Work order:
Among the entries below, find the lines with the word "Mapa" and copy them.

※

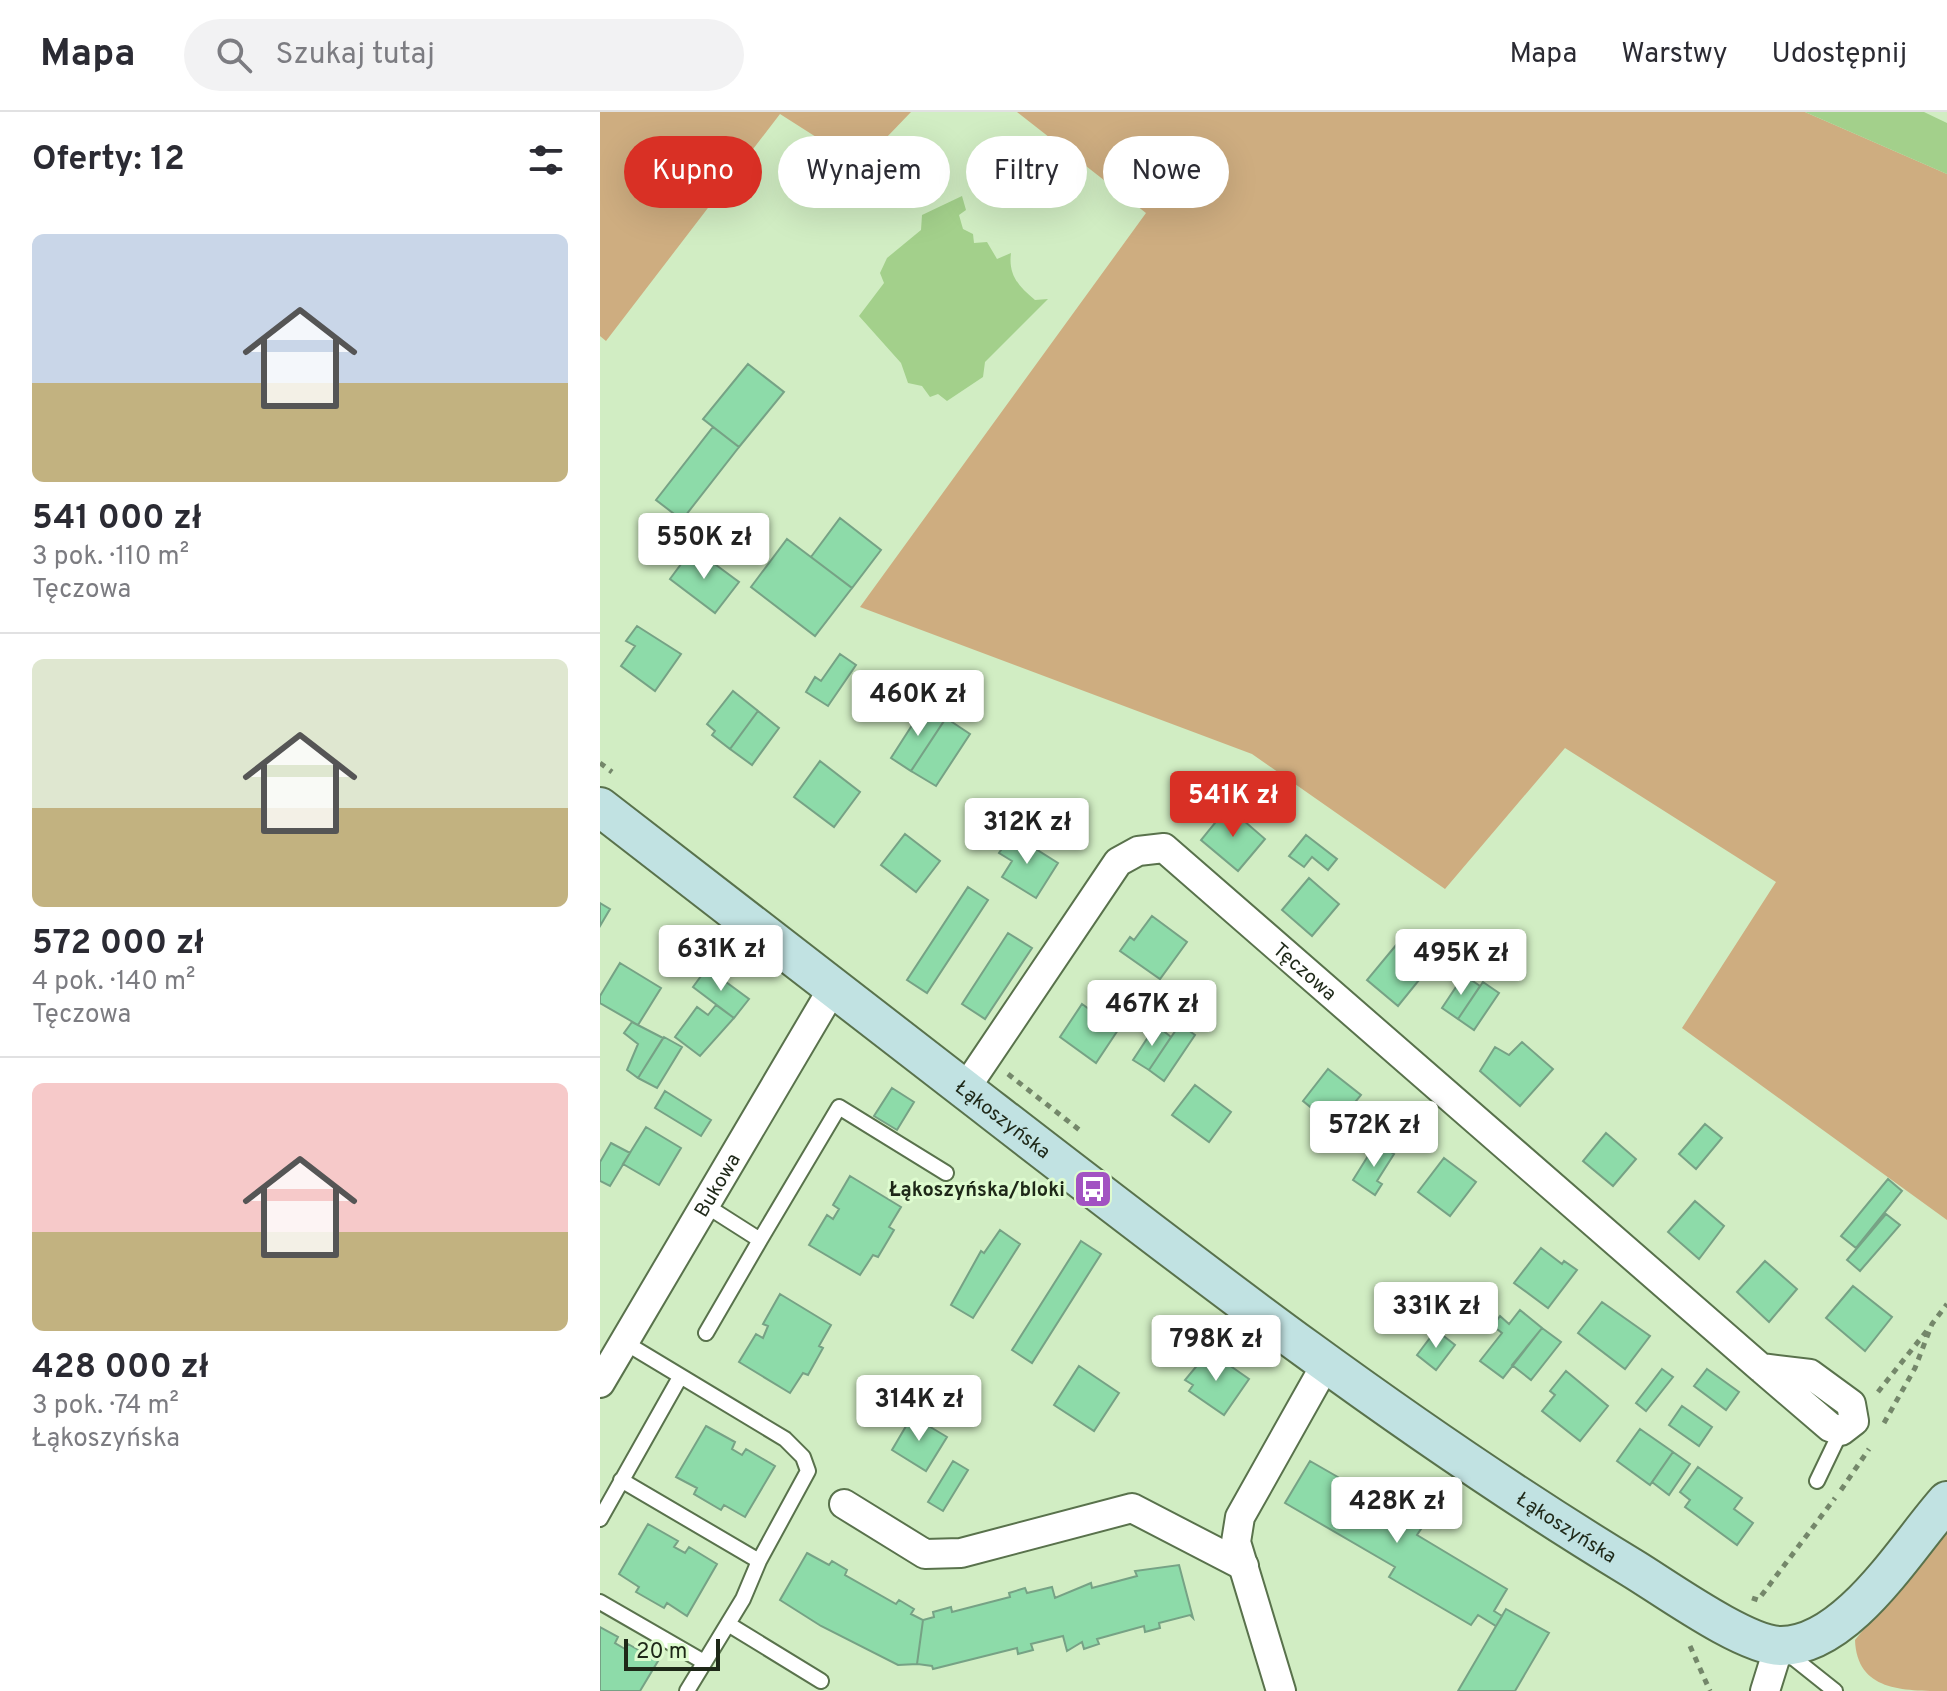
<!DOCTYPE html>
<html lang="pl">
<head>
<meta charset="utf-8">
<style>
	:root { --surface:#fff; --page:#f2f2f3; --text:#2b2b33; --muted:#7c7c81; --line:#e1e1e2; --accent:#d93025 }
	body { margin:0; font-family:Overpass,sans-serif; background:var(--page); color:var(--text); height:100vh; display:flex; flex-direction:column; font-size:30px; white-space:nowrap }
	* { box-sizing:border-box; margin:0 }
	p { font-size:26px; color:var(--muted) }
	.icon { flex:none; width:44px; height:44px; fill:none; stroke:currentColor; stroke-width:2; stroke-linecap:round; stroke-linejoin:round }
	.map { position:relative; flex:1; overflow:hidden }
	.sheet { display:flex; flex-direction:column; background:var(--surface); width:600px }
	.sheet>* { flex:none }
	.hud { position:absolute; left:24px; top:24px; width:760px; height:72px; display:flex; gap:16px }
	.scale { position:absolute; left:24px; bottom:20px; width:96px; box-sizing:border-box; padding-left:8px; border:4px solid #1e2818; border-top:0; font-size:22px; line-height:28px; white-space:nowrap; color:#1e2818; -webkit-text-stroke:6px #defbcf; paint-order:stroke }
	.price { position:absolute; translate:-50% -68px; padding:0 18px; border-radius:8px; background:#fff; color:#222; font-size:26px; line-height:52px; filter:drop-shadow(0 2px 4px #0008) }
	.price::after { content:''; position:absolute; left:50%; top:48px; width:24px; height:18px; margin-left:-12px; background:inherit; clip-path:polygon(0 0,100% 0,50% 100%) }
	.price.selected { background:var(--accent); color:#fff }
	ul { padding:0; list-style:none }
	li { display:grid; align-content:center; gap:16px; height:424px; padding:0 32px }
	li+li { border-top:2px solid var(--line) }
	li span { display:grid; place-items:center; height:248px; border-radius:12px; color:#555 }
	li>.icon { margin-inline-start:auto }
	span .icon { width:144px; height:144px; fill:#fffc; stroke-width:1 }
	li b { font-size:34px }
	h2 { display:flex; justify-content:space-between; align-items:center; height:96px; padding:0 32px; font-size:34px }
	.chip { padding:0 28px; border-radius:36px; background:var(--surface); box-shadow:0 8px 32px #0002; font-size:28px; line-height:72px }
	.chip.selected { background:var(--accent); color:#fff }
	header { display:flex; align-items:center; gap:48px; box-sizing:border-box; height:112px; padding:0 40px; background:var(--surface); border-bottom:2px solid var(--line) }
	header strong { font-size:38px }
	nav { display:flex; gap:44px; margin-inline-start:auto; font-size:28px }
	.search { width:560px; height:72px; background:var(--page); display:flex; align-items:center; gap:20px; box-sizing:border-box; padding:0 28px; border-radius:44px; color:var(--muted); font-size:30px }
	main { display:flex; flex:1; min-height:0 }
	.map>svg:first-child { display:block }
</style>
</head>
<body>
<header>
<strong>Mapa</strong>
<div class="search"><svg class="icon" aria-label="search" viewBox="0 0 24 24"><circle cx="10" cy="10" r="6"/><path d="M15 15l6 6"/></svg>Szukaj tutaj</div>
<nav><a>Mapa</a><a>Warstwy</a><a>Udostępnij</a></nav>
</header>
<main>
<section class="sheet">
<h2>Oferty: 12<svg class="icon" aria-label="filters" viewBox="0 0 24 24"><path d="M4 7h16M4 17h16"/><circle cx="9" cy="7" r="2"/><circle cx="15" cy="17" r="2"/></svg></h2>
<ul>
<li><span style="background:linear-gradient(#c9d6e8 60%,#c2b280 0)"><svg class="icon" aria-label="home" viewBox="0 0 24 24"><path d="M3 11l9-7 9 7M6 9v11h12V9"/></svg></span><div><b>541 000 zł</b><p>3 pok. · 110 m²</p><p>Tęczowa</p></div></li>
<li><span style="background:linear-gradient(#dfe7d0 60%,#c2b280 0)"><svg class="icon" aria-label="home" viewBox="0 0 24 24"><path d="M3 11l9-7 9 7M6 9v11h12V9"/></svg></span><div><b>572 000 zł</b><p>4 pok. · 140 m²</p><p>Tęczowa</p></div></li>
<li><span style="background:linear-gradient(#f6c9c9 60%,#c2b280 0)"><svg class="icon" aria-label="home" viewBox="0 0 24 24"><path d="M3 11l9-7 9 7M6 9v11h12V9"/></svg></span><div><b>428 000 zł</b><p>3 pok. · 74 m²</p><p>Łąkoszyńska</p></div></li>
</ul>
</section>
<div class="map">
<svg width="1347" height="1579" viewBox="0 0 1347 1579">
	<rect width="100%" height="100%" fill="#d1edc3"/>
	<!-- green -->
	<path fill="#cead80" d="M0,0H311L260,53L180,2L6,229L0,224Z
		M417,0H1205L1347,62V1108L1082,916L1176,770L965,636L845,777L652,642L260,495L546,101Z
		M1347,1415V1579C1302,1579 1257,1579 1255,1528Z"/>
	<!-- water -->
	<path fill="#a3d08b" d="M1205,0H1324L1347,11V62Z
		M362,84L366,98L359,103L363,117L373,122L374,131L387,130L397,147L411,141C408,163 419,175 435,188L448,187L385,250L383,265L347,289L338,282L330,285L322,274L308,271L301,251L259,204L284,171L280,161L287,146L321,118L322,103Z"/>
	<!-- building -->
	<path fill="#8ddba9" stroke="#76a285" stroke-width="2" d="M148,252L184,280L139,335L103,307Z
		M113,315L139,335L82,408L56,388Z
		M240,406L281,438L252,476L211,445Z
		M187,427L252,476L215,524L151,475Z
		M93,436L139,470L115,501L70,467Z
		M37,514L81,542L55,579L21,554L35,534L26,529Z
		M240,542L256,553L228,594L206,580L215,565L221,569Z
		M133,579L158,599L130,637L112,623L115,619L107,612Z
		M325,593L346,606L311,659L291,646Z
		M158,599L179,616L152,653L130,637Z
		M346,606L370,622L336,674L311,659Z
		M220,649L260,680L234,715L194,685Z
		M628,695L665,727L638,759L601,728Z
		M305,722L340,749L316,780L281,753Z
		M412,722L458,751L436,786L402,765L412,749L399,741Z
		M706,723L737,747L728,758L712,745L704,755L689,744Z
		M709,766L739,792L712,824L682,798Z
		M368,775L388,788L327,881L307,868Z
		M0,791L10,797L0,814Z
		M552,804L587,830L560,867L520,839L530,825L534,828Z
		M408,821L432,836L385,907L362,892Z
		M797,832L828,857L798,894L767,868Z
		M20,851L61,876L38,913L0,891V884Z
		M107,856L149,887L134,906L93,875Z
		M864,863L880,874L858,907L842,896Z
		M883,870L899,881L874,918L858,907Z
		M482,892L518,918L496,951L460,925Z
		M116,893L134,906L100,944L75,925L97,895L108,903Z
		M32,910L63,926L38,966L27,958L38,932L24,921Z
		M580,912L595,923L564,969L549,958Z
		M556,913L571,925L549,958L533,948Z
		M64,925L82,935L57,976L38,966Z
		M922,930L953,957L920,994L880,959L895,935L909,943Z
		M728,957L761,983L735,1015L703,989Z
		M595,973L631,1000L609,1030L572,1003Z
		M292,976L314,990L297,1018L274,1004Z
		M65,979L111,1008L101,1024L55,996Z
		M1105,1012L1122,1026L1096,1057L1079,1042Z
		M46,1015L81,1036L59,1073L23,1052Z
		M1006,1021L1036,1047L1013,1074L983,1049Z
		M11,1031L30,1041L10,1074L0,1069V1050Z
		M776,1031L794,1042L777,1069L782,1072L775,1083L753,1068Z
		M844,1046L876,1070L850,1104L818,1080Z
		M250,1064L301,1095L289,1115L294,1118L278,1145L273,1143L260,1163L209,1133L227,1103L233,1107L239,1097L233,1093Z
		M1288,1067L1302,1079L1256,1136L1241,1124Z
		M1095,1089L1124,1114L1099,1147L1068,1120Z
		M1286,1102L1300,1113L1260,1159L1247,1148Z
		M400,1118L420,1132L373,1206L351,1193L381,1139L384,1141Z
		M481,1129L501,1142L432,1251L412,1238Z
		M941,1136L962,1152L964,1149L977,1158L948,1196L914,1171Z
		M1165,1149L1197,1177L1169,1210L1137,1180Z
		M1253,1174L1292,1205L1265,1239L1226,1206Z
		M180,1182L231,1213L219,1234L223,1236L208,1263L203,1261L190,1281L139,1250L156,1222L163,1226L168,1214L163,1212Z
		M1002,1190L1050,1224L1025,1257L978,1221Z
		M920,1198L942,1216L903,1266L880,1249L902,1221L893,1214L900,1204L909,1212Z
		M942,1216L961,1230L931,1268L912,1253Z
		M836,1218L855,1233L836,1258L817,1243Z
		M609,1239L649,1267L624,1303L589,1279L593,1273L585,1268Z
		M479,1254L519,1281L494,1319L454,1293Z
		M1062,1257L1073,1265L1046,1299L1036,1291Z
		M1107,1257L1139,1280L1126,1298L1094,1274Z
		M966,1259L1008,1294L980,1329L942,1299L955,1283L950,1279Z
		M1082,1294L1112,1315L1099,1334L1069,1313Z
		M312,1304L347,1325L326,1359L292,1338Z
		M106,1314L135,1330L132,1337L142,1343L146,1337L175,1354L145,1405L124,1393L121,1398L94,1382L97,1376L76,1365Z
		M1040,1317L1073,1340L1050,1373L1017,1349Z
		M1073,1340L1090,1352L1069,1383L1052,1370Z
		M353,1349L368,1358L343,1399L328,1390Z
		M710,1349L823,1414L817,1423L907,1477L894,1499L902,1504L896,1514L878,1503L871,1513L789,1465L795,1455L685,1391Z
		M1098,1355L1142,1386L1134,1397L1153,1411L1137,1433L1085,1395L1090,1388L1080,1380Z
		M48,1412L78,1429L74,1435L85,1441L89,1435L117,1452L87,1504L67,1491L64,1496L36,1480L39,1475L19,1462Z
		M207,1441L229,1453L232,1449L247,1458L245,1463L296,1492L299,1488L314,1497L311,1502L323,1508L317,1552L298,1553L221,1514L180,1488Z
		M579,1453L593,1506L590,1503L559,1511L560,1516L545,1520L544,1514L497,1527L499,1532L484,1537L482,1530L467,1539L463,1524L431,1532L433,1538L418,1542L417,1536L333,1557L332,1554L317,1552L323,1508L334,1505L333,1500L351,1495L352,1500L410,1485L409,1481L425,1476L427,1481L452,1475L455,1486L491,1471L492,1476L537,1464L535,1459Z
		M906,1497L949,1521L915,1579H858Z
		M0,1515L18,1525L15,1531L25,1537L28,1532L58,1549L40,1579H0Z"/>
	<g fill="none" stroke-linecap="round" stroke-linejoin="round">
		<defs>
			<path id="lane" d="M105,1093L160,1128L106,1221
				M160,1128L239,995L346,1061
				M24,1230L185,1327L203,1345L208,1359L159,1449L143,1487L87,1579
				M21,1368L159,1449
				M1217,1369L1241,1319
				M0,1407L79,1267
				M0,1490L104,1550
				M128,1512L221,1569
				M1186,1540L1235,1579"/>
			<g id="street">
				<path id="s1" d="M365,977L518,750L538,739L564,736L1161,1256L1230,1315L1241,1319L1254,1309L1251,1292L1210,1262L1161,1256"/>
				<path id="s2" d="M0,1271L233,876"/>
				<path d="M244,1392L325,1442L361,1441L532,1396L644,1454"/>
				<path d="M681,1579L636,1430L640,1405L726,1252"/>
				<path d="M1165,1579L1179,1534"/>
			</g>
			<g id="secondary">
				<path id="s3" d="M0,695C123,789 245,884 367,979C583,1146 798,1314 1032,1456C1065,1476 1145,1534 1181,1534C1248,1534 1306,1435 1347,1389"/>
			</g>
		</defs>
		<!-- lane casing -->
		<use href="#lane" stroke="#59724c" stroke-width="18"/>
		<!-- street casing -->
		<use href="#street" stroke="#59724c" stroke-width="32"/>
		<!-- secondary casing -->
		<use href="#secondary" stroke="#59724c" stroke-width="42"/>
		<!-- path -->
		<path stroke="#74876a" stroke-width="5" stroke-dasharray="6 6" stroke-linecap="butt" d="M0,651L12,660
			M408,962L482,1020
			M1278,1280L1329,1216
			M1284,1311L1315,1256L1332,1212L1347,1192
			M1241,1378L1269,1337
			M1152,1486L1158,1488L1235,1386
			M1090,1534L1110,1579"/>
		<!-- lane -->
		<use href="#lane" stroke="#fff" stroke-width="14"/>
		<!-- street -->
		<use href="#street" stroke="#fff" stroke-width="28"/>
		<!-- secondary -->
		<use href="#secondary" stroke="#c1e2e2" stroke-width="38"/>
	</g>
	<!-- icons -->
	<defs>
		<symbol id="bus-square" viewBox="-11 -11 22 22"><rect x="-9" y="-9" width="18" height="18" rx="4" fill="#a252c2" stroke="#defbcf"/><path d="M-5-6H5V4H4V6H2V4H-2V6H-4V4H-5ZM-3.5-4V0h7V-4ZM-3.5 1.2v1.5H-2V1.2ZM2 1.2v1.5H3.5V1.2Z" fill="#fff"/></symbol>
	</defs>
	<g fill-rule="evenodd">
		<use href="#bus-square" x="471" y="1055" width="44" height="44"/>
	</g>
	<g text-anchor="middle" stroke-width="6" stroke-linejoin="round" paint-order="stroke">
		<!-- street labels -->
		<g font-size="20" fill="#1e2818" stroke="#defbcf">
			<text dy="7" stroke="none"><textPath href="#s1" startOffset="510">Tęczowa</textPath></text>
			<text dy="7" stroke="none"><textPath href="#s3" startOffset="510">Łąkoszyńska</textPath></text>
			<text dy="7" stroke="none"><textPath href="#s2" startOffset="230">Bukowa</textPath></text>
			<text dy="7" stroke="none"><textPath href="#s3" startOffset="1206">Łąkoszyńska</textPath></text>
		</g>
		<!-- poi labels -->
		<g font-size="20" font-weight="bold" fill="#1e2818" stroke="#defbcf" text-anchor="end">
			<text x="465" y="1084">Łąkoszyńska/bloki</text>
		</g>
	</g>
</svg>
<div class="scale">20 m</div>
<b class="price" style="left:104px;top:469px">550K zł</b>
<b class="price" style="left:318px;top:626px">460K zł</b>
<b class="price selected" style="left:633px;top:727px">541K zł</b>
<b class="price" style="left:427px;top:754px">312K zł</b>
<b class="price" style="left:121px;top:881px">631K zł</b>
<b class="price" style="left:861px;top:885px">495K zł</b>
<b class="price" style="left:552px;top:936px">467K zł</b>
<b class="price" style="left:774px;top:1057px">572K zł</b>
<b class="price" style="left:836px;top:1238px">331K zł</b>
<b class="price" style="left:616px;top:1271px">798K zł</b>
<b class="price" style="left:319px;top:1331px">314K zł</b>
<b class="price" style="left:797px;top:1433px">428K zł</b>
<div class="hud">
<a class="chip selected">Kupno</a>
<a class="chip">Wynajem</a>
<a class="chip">Filtry</a>
<a class="chip">Nowe</a>
</div>
</div>
</main>
</body>
</html>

※

Output for this task:
<strong>Mapa</strong>
<nav><a>Mapa</a><a>Warstwy</a><a>Udostępnij</a></nav>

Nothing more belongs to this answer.